After leaving SHHC, Wang Yong began to realize the difficulties of living alone. He is a good driver and searched for a job as a driver through small ads, the Internet and signs pasted to walls – but every time he called, he was refused due to his age.
He also obtained a cooking certificate at SHHC and successfully got a job at a restaurant. But he’s refused to take social insurance from his employer, since he fears it would disqualify him from the low-rent housing he currently lives in, and finding a place by himself will be a big burden.
Four months after leaving SHHC, Wang got a driving job, where he can earn 300 yuan (US$44) for a night shift and 200 to 300 yuan (US$29 to 44) in the day. On average, he earns more than 10,000 yuan (US$1,450) a month – enough to get by, even in Beijing.
Talking about the six months at SHHC, Wang said what impressed him most was the pervasive loneliness. He told our reporter that when in prison, he shared a room with more than 10 inmates, but at SHHC he lived alone. “In prison, you do not need to worry about anything, but when I got out, I had to pay for food and transportation and live independently,” he said.
Wang recently considered starting a family but found it is quite difficult. “Every time I tried to date a girl, I was asked directly whether I have an apartment or a car, which made me very awkward, let alone being an ex-prisoner,” he said.
Meng Weiguo, psychological counselor at SHHC, said social prejudice has a harsh psychological impact on ex-prisoners, who also stick those labels on themselves. The SHHC staff try to help them get rid of their inferiority complex. “If you find it hard to change the mind of others, you have to change your own mind,” he said.
Zhang Yu was given a suspended sentence, and a one-year community rectification at a halfway house in Huairou District in Beijing. He told NewsChina that he was really depressed when he heard the sentence, and that he had an existing tendency of depression – often getting him strange looks from neighbors. But after one-to-one psychological counseling, he feels much better nowadays.
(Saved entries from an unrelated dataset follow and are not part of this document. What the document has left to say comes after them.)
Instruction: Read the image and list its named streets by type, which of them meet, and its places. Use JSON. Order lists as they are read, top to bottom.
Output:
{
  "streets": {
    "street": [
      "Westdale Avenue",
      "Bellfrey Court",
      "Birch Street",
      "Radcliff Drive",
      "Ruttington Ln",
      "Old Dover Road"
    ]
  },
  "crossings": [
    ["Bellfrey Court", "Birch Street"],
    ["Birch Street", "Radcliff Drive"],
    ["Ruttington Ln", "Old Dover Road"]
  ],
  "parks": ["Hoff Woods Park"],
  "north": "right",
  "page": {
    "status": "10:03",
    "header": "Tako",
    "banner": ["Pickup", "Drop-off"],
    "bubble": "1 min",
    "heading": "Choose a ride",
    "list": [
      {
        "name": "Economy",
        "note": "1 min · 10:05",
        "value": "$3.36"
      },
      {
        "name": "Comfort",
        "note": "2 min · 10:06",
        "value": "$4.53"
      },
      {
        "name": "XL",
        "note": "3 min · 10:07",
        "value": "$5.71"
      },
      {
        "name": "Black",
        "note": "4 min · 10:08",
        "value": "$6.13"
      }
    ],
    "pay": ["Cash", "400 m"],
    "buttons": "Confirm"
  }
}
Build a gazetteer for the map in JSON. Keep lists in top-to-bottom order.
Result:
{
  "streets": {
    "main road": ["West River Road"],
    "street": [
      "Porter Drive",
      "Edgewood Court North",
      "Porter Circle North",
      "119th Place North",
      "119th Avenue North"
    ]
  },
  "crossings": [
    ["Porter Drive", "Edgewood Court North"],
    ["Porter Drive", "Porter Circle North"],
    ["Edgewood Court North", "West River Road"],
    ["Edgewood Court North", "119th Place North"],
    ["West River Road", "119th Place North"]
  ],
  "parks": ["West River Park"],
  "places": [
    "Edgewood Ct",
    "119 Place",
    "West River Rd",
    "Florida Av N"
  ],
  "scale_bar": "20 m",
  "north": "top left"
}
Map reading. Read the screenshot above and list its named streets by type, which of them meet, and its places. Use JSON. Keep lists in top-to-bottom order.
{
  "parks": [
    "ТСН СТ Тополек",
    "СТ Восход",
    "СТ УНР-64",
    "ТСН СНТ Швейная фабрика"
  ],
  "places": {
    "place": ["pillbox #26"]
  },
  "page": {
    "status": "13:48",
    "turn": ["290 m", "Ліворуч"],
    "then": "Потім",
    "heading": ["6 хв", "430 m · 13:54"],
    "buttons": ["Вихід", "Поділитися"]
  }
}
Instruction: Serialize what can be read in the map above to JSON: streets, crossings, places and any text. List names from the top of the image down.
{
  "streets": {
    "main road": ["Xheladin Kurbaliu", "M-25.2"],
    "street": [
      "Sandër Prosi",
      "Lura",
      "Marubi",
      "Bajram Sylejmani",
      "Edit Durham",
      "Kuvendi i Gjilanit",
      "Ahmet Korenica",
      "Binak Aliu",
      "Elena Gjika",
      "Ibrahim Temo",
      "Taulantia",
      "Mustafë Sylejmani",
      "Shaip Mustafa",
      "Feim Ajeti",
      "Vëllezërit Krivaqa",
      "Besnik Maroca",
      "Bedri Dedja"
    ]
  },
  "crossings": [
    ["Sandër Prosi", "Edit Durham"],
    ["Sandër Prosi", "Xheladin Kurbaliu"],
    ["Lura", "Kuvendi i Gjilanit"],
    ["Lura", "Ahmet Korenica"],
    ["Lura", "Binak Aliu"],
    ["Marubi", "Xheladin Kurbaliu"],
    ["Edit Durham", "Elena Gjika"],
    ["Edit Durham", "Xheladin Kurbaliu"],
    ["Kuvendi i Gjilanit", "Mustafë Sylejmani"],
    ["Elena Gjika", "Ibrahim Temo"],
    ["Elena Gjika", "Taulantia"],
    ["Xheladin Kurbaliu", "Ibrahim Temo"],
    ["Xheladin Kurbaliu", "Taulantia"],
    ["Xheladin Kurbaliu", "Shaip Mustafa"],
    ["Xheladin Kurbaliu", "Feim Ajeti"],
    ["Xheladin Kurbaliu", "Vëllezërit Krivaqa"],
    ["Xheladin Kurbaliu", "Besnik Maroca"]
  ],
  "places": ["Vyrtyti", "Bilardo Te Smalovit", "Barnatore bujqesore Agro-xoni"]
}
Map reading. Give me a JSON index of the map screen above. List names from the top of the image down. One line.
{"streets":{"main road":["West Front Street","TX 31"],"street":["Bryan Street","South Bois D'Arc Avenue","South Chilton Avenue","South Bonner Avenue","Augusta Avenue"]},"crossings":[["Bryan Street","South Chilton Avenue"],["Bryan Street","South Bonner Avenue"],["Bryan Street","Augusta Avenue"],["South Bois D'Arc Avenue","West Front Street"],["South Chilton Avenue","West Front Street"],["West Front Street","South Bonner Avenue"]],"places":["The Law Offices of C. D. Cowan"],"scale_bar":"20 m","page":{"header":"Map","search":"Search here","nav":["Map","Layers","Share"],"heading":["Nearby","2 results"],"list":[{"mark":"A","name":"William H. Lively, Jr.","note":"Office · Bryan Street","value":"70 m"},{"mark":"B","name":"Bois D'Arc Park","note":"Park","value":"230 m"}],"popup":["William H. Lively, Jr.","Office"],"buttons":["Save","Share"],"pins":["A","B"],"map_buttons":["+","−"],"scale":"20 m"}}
Every month, Meng conducts psychological counseling at SHHC as a part-time instructor and he said it is hard to provide a long-term psychological counseling service for inmates who need help.
Li Bo told our reporter that it is a challenge for SHHC to integrate the separated social resources to create a professional and systematic social support system. She said that the psychological instructors at SHHC are from seven to eight institutions who are complementary to each other. “But it is even difficult for us to summon together all these teachers in the year end for a meeting,” she said. “We need long-term mechanisms to provide technological and financial support,” added Meng.
The situation in the capital’s Huairou District is quite different to that in Chaoyang. There are far fewer people serving community terms because of its suburban location and low population density. A community instructor there told NewsChina on condition of anonymity that community rectification is provided to minor criminal offenders to avoid “cross-infection” in prison – small-time offenders learning criminal skills and attitudes from more serious criminals. “Over the years, small class teaching has been promoted to ensure interactivity and effectively prevent cross-infection,” he said.
He told our reporter that the community rectification system also has some systematic problems. According to the Measures for the Implementation of Community Rectification jointly released by the Supreme Court, the Supreme People’s Procuratorate, ministries of public security and justice, judicial administrative organs are in charge of the community rectification management but they are restricted in their ability to execute punishments. Cooperation with the legal departments and public security organs is not well coordinated.
For example, one inmate escaped to dodge a creditor and the local judicial organ asked public security to help chase him down. The public security organ, however, denied the request because according to the rules, the case of the escaped community termer fell short of the requirement for “Chasing Fugitives Online” and the fugitive could not be added to the fugitive data bank.
Annual meetings are held to tackle the issue, but always with the same outcome – continue coordinating like before. The local judicial organs have to keep a close eye on the inmates including regular visits to study their living conditions and their daily lives – but there’s a lack of measures to ensure this actually happens.